War is waged with tanks, bullets and air attacks — and also with banks as battlefields, interest rates as weapons of economic mass destruction.
A fusillade of sanctions by the west against Russia, and its aggression against Ukraine, is having its desired impact.
The United States, the United Kingdom, dozens of European countries, Oceania and Japan announced sweeping sanctions Thursday (Feb. 24) against Russia.
Read more: Biden, European Leaders Double Down on Russia Sanctions
The goal has been to bring Russia’s economy to its proverbial knees and ostensibly hobble its efforts to attack Ukraine.
There are signs, already, that the West’s concerted efforts are working.
The ruble is cashing, down by more than 25% in the last few days, and it is now worth less than one U.S. cent. That devaluation comes as the West has targeted Russian bank operations. Most recently, on Monday (Feb. 28), the U.S. has prohibited Russia’s central bank from dollar transactions.
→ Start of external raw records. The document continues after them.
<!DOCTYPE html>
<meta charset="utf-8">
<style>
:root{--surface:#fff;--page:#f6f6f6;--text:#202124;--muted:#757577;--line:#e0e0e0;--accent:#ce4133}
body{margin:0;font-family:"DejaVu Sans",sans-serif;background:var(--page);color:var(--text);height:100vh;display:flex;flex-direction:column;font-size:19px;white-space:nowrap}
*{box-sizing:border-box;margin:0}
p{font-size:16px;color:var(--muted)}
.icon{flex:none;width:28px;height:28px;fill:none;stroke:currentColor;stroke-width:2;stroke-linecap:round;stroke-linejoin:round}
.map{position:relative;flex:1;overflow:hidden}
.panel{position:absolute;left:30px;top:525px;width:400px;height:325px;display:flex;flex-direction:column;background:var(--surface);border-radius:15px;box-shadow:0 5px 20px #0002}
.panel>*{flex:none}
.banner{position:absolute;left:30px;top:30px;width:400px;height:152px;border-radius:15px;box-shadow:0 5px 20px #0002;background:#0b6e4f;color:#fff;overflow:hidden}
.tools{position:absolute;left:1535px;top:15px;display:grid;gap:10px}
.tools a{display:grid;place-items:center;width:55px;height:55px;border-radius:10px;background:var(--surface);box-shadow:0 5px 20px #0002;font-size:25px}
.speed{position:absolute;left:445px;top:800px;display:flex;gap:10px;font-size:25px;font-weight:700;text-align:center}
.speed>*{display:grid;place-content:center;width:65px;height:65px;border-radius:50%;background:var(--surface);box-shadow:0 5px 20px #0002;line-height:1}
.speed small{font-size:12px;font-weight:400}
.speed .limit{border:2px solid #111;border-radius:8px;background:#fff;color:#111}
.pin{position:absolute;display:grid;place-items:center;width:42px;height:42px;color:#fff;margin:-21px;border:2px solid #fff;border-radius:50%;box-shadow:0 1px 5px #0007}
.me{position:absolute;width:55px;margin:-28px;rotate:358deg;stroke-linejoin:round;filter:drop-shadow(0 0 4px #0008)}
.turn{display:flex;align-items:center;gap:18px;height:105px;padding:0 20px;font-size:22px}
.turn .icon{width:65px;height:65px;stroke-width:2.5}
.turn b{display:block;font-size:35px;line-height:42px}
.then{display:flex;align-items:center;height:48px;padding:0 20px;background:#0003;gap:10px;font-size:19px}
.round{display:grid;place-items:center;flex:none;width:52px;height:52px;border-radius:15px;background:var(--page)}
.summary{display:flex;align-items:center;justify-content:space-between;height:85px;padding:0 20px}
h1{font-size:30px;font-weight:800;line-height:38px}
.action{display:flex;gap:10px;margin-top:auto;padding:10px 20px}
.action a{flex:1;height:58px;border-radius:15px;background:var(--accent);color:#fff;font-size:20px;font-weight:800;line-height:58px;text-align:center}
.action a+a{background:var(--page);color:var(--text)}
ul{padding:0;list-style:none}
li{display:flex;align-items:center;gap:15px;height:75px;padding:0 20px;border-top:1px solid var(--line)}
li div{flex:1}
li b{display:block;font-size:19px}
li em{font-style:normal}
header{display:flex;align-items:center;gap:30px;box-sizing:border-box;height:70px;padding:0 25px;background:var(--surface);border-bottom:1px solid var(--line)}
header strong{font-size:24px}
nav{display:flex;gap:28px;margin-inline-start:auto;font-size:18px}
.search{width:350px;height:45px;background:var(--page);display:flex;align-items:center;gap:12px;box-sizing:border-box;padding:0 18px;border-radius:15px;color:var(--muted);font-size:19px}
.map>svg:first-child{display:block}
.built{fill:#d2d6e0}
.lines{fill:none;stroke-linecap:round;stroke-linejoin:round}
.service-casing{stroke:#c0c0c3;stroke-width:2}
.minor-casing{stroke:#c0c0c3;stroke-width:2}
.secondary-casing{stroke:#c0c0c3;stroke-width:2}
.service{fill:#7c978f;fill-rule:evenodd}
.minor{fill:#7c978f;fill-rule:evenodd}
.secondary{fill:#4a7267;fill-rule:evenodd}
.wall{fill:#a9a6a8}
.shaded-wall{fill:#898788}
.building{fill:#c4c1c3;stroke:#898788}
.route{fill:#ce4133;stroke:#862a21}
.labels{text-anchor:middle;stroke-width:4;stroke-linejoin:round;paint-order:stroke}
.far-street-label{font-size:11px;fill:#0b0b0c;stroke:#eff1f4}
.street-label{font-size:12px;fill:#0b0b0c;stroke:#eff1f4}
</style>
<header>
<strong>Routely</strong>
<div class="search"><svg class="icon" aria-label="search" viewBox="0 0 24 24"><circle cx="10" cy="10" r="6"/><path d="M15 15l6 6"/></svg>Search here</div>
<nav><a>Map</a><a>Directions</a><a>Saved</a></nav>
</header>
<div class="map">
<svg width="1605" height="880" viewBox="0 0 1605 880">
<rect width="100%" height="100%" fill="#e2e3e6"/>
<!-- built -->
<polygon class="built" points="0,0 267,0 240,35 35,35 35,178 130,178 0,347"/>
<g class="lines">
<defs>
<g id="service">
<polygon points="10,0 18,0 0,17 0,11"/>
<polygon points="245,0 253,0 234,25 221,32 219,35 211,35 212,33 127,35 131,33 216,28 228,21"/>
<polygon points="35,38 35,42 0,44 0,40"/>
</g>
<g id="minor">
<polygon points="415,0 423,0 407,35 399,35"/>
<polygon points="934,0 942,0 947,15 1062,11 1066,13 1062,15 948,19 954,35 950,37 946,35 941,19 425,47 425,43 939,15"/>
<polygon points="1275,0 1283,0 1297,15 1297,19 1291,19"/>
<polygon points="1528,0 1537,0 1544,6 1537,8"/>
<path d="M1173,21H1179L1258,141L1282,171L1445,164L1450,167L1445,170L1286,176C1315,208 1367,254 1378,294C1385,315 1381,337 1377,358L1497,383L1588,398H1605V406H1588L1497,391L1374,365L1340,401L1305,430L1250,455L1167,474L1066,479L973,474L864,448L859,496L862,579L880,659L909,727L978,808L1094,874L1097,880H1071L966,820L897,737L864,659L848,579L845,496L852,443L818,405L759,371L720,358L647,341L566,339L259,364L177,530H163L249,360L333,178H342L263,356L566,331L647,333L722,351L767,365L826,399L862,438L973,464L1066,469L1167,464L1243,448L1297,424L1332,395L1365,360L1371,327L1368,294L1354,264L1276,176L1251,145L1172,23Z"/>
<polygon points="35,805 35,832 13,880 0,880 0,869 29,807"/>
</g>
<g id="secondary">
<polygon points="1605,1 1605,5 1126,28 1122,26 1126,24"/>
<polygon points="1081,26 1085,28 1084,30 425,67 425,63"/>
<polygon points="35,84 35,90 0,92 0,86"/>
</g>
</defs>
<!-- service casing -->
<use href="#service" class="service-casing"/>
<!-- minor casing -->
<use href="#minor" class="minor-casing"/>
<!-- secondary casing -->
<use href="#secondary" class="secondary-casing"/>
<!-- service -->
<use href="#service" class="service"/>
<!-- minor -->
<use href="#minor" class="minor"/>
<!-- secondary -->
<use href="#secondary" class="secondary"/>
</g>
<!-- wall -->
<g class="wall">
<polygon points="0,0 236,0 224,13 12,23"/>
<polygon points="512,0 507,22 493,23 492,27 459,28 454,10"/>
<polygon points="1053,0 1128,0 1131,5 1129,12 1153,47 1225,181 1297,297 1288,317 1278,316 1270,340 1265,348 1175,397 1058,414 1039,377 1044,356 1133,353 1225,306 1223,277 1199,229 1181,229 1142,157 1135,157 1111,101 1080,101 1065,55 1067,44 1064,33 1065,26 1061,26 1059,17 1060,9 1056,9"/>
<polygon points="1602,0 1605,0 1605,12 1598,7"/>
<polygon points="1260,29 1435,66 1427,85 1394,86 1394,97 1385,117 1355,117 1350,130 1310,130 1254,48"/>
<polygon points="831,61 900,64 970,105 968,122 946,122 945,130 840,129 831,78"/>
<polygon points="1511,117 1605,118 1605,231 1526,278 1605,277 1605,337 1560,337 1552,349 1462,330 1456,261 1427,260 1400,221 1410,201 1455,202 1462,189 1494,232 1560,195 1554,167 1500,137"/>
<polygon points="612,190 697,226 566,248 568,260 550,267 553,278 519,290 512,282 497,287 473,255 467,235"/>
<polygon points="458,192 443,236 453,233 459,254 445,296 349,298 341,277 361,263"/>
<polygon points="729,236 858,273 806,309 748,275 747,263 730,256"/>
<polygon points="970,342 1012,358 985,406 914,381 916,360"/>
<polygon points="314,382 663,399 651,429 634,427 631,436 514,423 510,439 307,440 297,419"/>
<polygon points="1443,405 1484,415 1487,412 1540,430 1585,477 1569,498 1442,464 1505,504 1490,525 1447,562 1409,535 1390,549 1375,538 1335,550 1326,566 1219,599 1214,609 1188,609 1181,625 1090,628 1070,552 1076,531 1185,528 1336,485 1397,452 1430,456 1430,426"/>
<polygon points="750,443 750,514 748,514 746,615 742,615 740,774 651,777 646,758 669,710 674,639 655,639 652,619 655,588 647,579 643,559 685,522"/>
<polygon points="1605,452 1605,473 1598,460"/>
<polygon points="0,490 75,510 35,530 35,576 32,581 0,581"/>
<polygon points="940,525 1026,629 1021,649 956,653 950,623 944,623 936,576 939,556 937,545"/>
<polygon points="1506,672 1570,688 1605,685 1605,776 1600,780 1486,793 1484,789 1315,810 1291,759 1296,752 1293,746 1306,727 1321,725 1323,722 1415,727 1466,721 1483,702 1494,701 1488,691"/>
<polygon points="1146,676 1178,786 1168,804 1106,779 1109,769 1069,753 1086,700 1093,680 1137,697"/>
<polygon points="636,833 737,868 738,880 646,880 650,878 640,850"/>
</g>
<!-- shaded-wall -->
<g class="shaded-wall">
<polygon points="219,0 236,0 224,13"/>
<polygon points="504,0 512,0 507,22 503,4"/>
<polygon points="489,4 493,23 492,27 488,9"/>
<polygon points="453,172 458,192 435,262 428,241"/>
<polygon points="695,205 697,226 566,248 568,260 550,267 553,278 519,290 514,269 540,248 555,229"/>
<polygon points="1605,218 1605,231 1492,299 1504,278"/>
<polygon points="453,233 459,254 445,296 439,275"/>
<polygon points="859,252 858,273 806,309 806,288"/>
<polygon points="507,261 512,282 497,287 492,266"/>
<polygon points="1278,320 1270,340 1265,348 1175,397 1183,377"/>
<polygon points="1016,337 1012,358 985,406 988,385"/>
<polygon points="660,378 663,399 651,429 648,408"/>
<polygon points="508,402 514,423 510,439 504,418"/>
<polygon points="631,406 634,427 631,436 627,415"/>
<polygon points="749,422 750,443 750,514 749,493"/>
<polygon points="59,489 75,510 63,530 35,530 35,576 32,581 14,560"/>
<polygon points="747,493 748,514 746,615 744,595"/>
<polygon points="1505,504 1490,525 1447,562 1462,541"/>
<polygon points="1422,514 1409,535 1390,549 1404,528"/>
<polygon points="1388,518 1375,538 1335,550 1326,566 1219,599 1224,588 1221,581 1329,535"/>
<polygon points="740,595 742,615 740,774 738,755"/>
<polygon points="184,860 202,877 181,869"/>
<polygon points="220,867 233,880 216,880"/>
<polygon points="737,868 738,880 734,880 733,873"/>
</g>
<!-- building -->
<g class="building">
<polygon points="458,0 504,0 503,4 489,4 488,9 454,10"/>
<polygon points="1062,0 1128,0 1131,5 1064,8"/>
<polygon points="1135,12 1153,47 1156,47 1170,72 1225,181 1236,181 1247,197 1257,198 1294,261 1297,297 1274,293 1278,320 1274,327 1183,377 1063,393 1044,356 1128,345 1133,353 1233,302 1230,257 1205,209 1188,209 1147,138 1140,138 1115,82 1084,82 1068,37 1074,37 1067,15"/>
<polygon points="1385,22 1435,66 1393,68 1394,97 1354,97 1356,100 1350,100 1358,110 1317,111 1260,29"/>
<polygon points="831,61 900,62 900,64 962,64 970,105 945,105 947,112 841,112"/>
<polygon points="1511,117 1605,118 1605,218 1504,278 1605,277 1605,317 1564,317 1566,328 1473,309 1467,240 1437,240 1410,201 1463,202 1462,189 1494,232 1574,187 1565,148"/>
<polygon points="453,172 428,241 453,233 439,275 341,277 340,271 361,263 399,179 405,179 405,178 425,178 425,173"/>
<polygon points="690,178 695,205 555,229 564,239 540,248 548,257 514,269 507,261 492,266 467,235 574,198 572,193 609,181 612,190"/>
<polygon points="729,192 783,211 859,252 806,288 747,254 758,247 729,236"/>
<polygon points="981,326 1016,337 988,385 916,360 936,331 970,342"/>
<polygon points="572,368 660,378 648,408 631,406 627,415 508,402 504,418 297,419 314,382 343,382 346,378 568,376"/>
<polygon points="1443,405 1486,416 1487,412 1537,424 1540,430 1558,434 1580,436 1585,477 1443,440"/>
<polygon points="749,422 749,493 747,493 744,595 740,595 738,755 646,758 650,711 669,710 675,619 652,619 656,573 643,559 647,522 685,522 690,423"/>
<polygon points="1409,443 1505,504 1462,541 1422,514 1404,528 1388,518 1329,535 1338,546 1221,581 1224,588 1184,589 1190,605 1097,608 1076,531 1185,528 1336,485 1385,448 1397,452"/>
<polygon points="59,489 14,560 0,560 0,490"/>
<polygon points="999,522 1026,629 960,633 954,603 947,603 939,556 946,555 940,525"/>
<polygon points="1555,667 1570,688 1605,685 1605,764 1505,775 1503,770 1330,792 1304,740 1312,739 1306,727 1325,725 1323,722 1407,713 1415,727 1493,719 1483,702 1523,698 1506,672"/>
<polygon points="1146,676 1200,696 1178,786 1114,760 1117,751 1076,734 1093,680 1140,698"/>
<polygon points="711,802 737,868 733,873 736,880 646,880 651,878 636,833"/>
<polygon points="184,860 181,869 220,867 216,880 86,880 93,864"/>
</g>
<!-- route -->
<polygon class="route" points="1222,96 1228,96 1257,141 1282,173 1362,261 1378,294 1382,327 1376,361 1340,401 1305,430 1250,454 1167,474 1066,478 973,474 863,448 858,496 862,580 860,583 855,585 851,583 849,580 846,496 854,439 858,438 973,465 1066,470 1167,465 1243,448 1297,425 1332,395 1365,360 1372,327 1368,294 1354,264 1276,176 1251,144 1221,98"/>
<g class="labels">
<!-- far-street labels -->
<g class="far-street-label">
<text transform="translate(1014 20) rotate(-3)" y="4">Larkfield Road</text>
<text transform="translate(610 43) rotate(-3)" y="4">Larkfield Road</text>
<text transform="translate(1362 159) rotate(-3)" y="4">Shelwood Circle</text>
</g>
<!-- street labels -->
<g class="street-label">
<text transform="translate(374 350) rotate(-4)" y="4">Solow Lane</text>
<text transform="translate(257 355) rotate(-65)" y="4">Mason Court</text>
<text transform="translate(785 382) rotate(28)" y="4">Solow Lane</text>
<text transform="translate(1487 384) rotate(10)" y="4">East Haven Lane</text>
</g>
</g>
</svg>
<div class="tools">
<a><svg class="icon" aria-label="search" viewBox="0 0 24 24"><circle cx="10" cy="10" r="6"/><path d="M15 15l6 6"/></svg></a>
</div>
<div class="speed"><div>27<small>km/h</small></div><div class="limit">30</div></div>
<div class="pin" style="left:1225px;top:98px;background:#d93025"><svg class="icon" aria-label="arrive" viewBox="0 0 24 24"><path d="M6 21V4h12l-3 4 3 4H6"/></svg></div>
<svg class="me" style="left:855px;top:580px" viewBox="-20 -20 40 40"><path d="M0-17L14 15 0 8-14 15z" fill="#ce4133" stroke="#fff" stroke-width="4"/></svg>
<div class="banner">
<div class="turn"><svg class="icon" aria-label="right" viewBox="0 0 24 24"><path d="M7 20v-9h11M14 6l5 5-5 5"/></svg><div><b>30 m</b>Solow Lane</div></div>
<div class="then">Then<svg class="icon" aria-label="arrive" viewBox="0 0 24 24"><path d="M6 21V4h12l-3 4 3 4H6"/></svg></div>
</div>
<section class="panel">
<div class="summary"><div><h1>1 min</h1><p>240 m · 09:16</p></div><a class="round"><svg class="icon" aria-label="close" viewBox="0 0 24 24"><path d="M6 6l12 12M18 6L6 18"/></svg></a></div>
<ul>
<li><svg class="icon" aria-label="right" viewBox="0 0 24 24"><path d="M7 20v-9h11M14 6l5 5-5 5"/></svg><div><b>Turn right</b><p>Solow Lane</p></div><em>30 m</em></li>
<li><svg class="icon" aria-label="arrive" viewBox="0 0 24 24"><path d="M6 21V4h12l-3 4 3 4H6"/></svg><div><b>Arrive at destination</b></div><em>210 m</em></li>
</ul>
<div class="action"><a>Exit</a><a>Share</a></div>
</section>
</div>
A significant percentage of Russia’s foreign exchange (FX) and trade activity is denominated in dollars. That means that the country cannot access the dollars it has traditionally kept in reserve – and, by extension, dollars cannot be used to counteract the impact of sanctions, or as a way to help prop up the ruble.
See more: US, Europe Levy Russia Sanctions, But All-out SWIFT Ban Not Likely Yet
Rising Interest Rates and SWIFT Bans
The Russian central bank has in turn more than doubled its interest rate to more than 20% in a bid to halt the slide in the ruble, which has devastating impact on the home front, where consumers must grapple with paying enormous sums for everyday goods and services. The threat of bank runs remains present, although they are not materializing (yet) in widespread form.
The Russian stock market was closed, and stock markets are key indicators of sentiment about economic and company-specific prospects. If stock prices plummet when the markets are reopened, companies will find it harder to raise capital (and top lines suffer amid economic collapse).
In the meantime, the most onerous sanctions emerged. Over the weekend, we’ve seen steps to use the SWIFT payments system as a weapon. The West has said it will block a limited number of (thus far unnamed) Russian banks from the SWIFT system. That messaging system is critical for cross-border payments, and in a sense is the glue that keeps international trade cemented. Thus, by keeping Russian banks off the system, the banks cannot work with other banks to get transactions done, which in turn makes everyday commercial commerce cost prohibitive.
Call it economic pain by a thousand cuts — but it remains to be seen whether economic sanctions against Russia have the desired effect.